■ About this task
A bare number is the only acceptable answer: how many lines of these entries include "fabs"?

■ Task input
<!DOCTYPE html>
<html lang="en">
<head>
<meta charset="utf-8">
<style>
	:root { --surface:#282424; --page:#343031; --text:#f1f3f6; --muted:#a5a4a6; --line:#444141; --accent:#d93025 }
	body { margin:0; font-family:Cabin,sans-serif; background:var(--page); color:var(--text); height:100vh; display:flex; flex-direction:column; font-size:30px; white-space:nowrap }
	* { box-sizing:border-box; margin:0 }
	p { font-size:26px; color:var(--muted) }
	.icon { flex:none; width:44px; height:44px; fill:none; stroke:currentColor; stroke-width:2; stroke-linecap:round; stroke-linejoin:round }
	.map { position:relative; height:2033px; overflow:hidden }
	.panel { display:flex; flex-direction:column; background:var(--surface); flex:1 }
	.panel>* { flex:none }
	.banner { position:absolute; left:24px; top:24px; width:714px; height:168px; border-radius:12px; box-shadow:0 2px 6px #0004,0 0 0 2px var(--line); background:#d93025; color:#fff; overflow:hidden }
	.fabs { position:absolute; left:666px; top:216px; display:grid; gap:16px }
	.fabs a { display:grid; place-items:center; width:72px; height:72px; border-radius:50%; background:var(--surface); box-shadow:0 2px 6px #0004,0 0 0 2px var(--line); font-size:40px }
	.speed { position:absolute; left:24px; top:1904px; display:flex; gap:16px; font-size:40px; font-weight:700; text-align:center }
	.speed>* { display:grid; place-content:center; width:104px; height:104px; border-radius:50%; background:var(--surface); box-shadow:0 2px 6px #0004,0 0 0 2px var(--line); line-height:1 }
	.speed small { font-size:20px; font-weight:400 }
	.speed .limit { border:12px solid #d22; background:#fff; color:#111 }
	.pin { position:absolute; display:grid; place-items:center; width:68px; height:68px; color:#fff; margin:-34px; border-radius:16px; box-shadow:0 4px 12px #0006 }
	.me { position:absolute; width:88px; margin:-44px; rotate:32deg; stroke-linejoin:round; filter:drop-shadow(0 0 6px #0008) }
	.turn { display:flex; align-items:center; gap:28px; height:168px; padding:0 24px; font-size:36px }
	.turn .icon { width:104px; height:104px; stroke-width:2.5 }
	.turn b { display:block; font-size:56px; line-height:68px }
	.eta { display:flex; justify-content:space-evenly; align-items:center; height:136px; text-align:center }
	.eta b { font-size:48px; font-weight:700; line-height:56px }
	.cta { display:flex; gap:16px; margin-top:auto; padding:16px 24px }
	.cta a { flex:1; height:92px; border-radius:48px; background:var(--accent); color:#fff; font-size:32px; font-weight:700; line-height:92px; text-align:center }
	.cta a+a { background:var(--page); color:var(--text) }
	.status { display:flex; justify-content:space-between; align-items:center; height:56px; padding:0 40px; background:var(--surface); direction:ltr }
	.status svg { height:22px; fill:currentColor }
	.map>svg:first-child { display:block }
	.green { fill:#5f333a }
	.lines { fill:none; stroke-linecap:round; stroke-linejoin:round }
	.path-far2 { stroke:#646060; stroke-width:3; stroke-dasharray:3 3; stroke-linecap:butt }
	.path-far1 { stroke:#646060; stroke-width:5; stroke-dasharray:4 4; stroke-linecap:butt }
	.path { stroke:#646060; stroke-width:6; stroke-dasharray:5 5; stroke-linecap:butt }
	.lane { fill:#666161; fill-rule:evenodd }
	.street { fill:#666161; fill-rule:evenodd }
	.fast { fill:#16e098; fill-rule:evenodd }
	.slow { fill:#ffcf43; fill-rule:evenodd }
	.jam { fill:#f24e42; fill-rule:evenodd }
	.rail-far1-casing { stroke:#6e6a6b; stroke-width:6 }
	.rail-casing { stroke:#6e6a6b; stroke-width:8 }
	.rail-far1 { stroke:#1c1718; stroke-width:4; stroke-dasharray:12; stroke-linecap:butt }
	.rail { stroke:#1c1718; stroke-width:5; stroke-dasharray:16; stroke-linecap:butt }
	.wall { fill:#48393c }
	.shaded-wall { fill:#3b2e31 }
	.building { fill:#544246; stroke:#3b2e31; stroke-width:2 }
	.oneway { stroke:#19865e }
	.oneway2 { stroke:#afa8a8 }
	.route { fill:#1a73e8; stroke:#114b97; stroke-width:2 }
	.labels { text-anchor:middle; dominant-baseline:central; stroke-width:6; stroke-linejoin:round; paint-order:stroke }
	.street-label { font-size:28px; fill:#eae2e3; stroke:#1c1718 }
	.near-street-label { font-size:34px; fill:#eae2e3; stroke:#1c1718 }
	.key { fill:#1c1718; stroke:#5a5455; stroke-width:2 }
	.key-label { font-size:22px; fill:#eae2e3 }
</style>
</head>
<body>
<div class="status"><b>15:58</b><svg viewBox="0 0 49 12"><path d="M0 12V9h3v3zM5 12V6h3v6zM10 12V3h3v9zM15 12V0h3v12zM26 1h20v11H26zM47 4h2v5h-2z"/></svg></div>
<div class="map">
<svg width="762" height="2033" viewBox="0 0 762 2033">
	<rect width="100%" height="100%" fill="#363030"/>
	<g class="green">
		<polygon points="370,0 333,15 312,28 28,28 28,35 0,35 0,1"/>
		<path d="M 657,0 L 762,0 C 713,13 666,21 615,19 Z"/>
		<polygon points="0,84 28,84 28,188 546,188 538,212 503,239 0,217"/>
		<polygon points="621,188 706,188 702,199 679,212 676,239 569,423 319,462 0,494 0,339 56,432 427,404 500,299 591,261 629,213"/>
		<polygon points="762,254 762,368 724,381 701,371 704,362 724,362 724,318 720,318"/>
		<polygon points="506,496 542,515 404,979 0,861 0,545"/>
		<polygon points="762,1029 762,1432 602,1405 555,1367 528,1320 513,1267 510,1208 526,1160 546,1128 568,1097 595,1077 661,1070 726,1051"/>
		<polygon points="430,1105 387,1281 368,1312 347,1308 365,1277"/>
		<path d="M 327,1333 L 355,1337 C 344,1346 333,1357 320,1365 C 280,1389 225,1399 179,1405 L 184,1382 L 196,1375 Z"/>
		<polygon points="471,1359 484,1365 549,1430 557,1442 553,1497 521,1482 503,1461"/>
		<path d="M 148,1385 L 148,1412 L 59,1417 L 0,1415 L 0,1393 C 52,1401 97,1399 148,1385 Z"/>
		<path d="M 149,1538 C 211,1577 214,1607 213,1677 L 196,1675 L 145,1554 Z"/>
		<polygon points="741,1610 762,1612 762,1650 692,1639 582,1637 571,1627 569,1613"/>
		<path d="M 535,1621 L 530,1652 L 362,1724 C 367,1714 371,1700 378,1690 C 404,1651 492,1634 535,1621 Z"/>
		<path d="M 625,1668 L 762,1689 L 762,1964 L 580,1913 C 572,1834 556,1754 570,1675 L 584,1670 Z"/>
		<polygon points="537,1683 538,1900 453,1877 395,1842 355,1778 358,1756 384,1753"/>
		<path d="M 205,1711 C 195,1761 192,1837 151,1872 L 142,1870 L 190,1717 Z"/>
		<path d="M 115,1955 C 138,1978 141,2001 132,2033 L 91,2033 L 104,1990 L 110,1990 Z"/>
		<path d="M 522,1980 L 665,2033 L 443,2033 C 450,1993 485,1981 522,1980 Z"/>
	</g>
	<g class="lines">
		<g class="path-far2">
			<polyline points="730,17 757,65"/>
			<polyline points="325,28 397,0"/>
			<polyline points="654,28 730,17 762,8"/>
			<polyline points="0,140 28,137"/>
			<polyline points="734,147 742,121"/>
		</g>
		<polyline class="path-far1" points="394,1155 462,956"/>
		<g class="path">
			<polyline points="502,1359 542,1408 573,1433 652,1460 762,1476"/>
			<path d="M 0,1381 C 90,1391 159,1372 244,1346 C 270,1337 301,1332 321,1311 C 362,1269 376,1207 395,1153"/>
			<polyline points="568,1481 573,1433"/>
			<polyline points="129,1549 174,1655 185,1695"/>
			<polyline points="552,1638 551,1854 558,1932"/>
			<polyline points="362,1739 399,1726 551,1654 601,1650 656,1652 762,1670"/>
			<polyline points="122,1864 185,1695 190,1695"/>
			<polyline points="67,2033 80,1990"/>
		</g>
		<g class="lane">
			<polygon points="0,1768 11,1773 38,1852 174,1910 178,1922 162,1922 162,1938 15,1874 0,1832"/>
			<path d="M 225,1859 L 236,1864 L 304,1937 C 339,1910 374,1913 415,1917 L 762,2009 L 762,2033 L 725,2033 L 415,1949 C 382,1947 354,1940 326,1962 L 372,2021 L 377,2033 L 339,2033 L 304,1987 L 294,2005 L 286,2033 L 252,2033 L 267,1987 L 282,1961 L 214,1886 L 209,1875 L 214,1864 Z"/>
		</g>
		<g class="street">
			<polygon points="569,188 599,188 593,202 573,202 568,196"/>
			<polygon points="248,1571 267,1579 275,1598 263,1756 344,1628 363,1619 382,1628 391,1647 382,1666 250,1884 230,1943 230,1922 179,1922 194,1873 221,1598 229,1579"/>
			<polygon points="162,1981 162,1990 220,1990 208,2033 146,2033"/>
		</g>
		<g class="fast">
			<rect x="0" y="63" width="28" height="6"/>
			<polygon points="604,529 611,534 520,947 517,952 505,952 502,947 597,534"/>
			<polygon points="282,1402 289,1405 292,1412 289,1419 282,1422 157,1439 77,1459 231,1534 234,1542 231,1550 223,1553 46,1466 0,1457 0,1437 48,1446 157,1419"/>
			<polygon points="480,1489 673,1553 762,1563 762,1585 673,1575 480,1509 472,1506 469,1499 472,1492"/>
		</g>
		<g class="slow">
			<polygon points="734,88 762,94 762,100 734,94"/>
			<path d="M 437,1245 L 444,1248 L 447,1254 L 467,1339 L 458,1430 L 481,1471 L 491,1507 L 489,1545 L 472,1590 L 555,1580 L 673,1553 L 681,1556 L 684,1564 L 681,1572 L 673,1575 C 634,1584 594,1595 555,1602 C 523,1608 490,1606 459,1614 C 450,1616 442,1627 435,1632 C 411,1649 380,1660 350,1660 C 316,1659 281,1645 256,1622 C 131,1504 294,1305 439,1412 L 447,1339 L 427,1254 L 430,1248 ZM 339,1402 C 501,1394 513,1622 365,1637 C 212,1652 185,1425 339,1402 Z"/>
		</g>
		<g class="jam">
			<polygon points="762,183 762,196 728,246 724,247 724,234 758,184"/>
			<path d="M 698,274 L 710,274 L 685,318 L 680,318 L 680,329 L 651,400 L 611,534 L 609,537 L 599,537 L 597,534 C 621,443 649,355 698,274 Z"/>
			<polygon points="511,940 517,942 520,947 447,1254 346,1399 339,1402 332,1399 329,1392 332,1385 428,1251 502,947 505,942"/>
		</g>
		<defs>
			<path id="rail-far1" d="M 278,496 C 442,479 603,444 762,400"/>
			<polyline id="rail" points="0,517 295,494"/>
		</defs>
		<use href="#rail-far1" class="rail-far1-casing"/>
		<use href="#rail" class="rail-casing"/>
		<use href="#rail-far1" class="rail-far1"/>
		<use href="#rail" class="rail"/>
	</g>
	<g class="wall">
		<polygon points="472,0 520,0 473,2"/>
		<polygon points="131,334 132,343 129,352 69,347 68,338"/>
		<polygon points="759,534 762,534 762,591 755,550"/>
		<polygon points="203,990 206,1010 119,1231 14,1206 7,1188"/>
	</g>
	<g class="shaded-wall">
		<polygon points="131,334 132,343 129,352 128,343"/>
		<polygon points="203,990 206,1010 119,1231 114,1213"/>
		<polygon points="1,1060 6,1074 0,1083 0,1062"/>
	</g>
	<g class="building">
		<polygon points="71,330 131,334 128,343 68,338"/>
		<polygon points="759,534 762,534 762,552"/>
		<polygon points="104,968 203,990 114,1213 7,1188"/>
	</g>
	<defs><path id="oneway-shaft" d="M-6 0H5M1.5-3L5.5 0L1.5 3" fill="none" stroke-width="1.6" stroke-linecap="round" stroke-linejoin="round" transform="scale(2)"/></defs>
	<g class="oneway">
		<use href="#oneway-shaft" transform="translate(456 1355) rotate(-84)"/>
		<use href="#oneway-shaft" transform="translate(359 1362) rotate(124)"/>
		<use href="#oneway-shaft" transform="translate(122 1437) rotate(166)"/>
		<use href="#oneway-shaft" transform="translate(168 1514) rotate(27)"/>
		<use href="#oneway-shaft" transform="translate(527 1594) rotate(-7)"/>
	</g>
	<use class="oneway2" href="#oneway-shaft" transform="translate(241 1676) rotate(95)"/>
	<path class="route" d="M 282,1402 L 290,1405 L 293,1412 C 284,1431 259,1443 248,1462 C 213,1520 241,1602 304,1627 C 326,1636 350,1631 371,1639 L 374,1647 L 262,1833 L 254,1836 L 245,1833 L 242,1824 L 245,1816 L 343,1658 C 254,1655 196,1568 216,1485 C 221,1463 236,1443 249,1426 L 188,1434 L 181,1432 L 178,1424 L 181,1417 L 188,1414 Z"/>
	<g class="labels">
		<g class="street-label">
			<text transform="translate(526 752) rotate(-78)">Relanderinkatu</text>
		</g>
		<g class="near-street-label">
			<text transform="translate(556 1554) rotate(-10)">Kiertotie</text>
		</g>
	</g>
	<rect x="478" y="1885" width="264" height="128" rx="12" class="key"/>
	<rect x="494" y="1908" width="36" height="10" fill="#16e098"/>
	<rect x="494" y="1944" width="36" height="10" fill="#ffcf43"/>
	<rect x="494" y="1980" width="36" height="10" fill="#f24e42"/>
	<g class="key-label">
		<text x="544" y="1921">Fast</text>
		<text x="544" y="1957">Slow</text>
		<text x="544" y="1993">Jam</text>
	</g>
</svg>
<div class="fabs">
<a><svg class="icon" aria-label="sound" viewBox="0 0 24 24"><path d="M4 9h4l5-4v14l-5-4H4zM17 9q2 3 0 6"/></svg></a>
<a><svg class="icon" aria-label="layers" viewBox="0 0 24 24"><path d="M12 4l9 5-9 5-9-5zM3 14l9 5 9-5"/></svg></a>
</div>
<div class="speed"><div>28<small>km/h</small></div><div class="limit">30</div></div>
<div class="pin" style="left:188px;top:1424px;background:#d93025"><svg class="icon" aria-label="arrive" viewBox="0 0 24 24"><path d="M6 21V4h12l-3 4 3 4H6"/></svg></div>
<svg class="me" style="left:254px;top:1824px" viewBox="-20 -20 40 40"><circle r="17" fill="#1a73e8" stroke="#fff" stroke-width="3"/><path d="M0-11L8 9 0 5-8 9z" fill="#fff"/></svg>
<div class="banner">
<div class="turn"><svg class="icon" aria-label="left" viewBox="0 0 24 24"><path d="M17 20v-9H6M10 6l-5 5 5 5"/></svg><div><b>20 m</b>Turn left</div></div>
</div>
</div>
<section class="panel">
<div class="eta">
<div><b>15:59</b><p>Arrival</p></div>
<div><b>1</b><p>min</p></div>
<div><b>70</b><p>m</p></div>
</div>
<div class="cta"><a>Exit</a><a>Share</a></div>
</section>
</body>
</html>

■ Reply to the task
3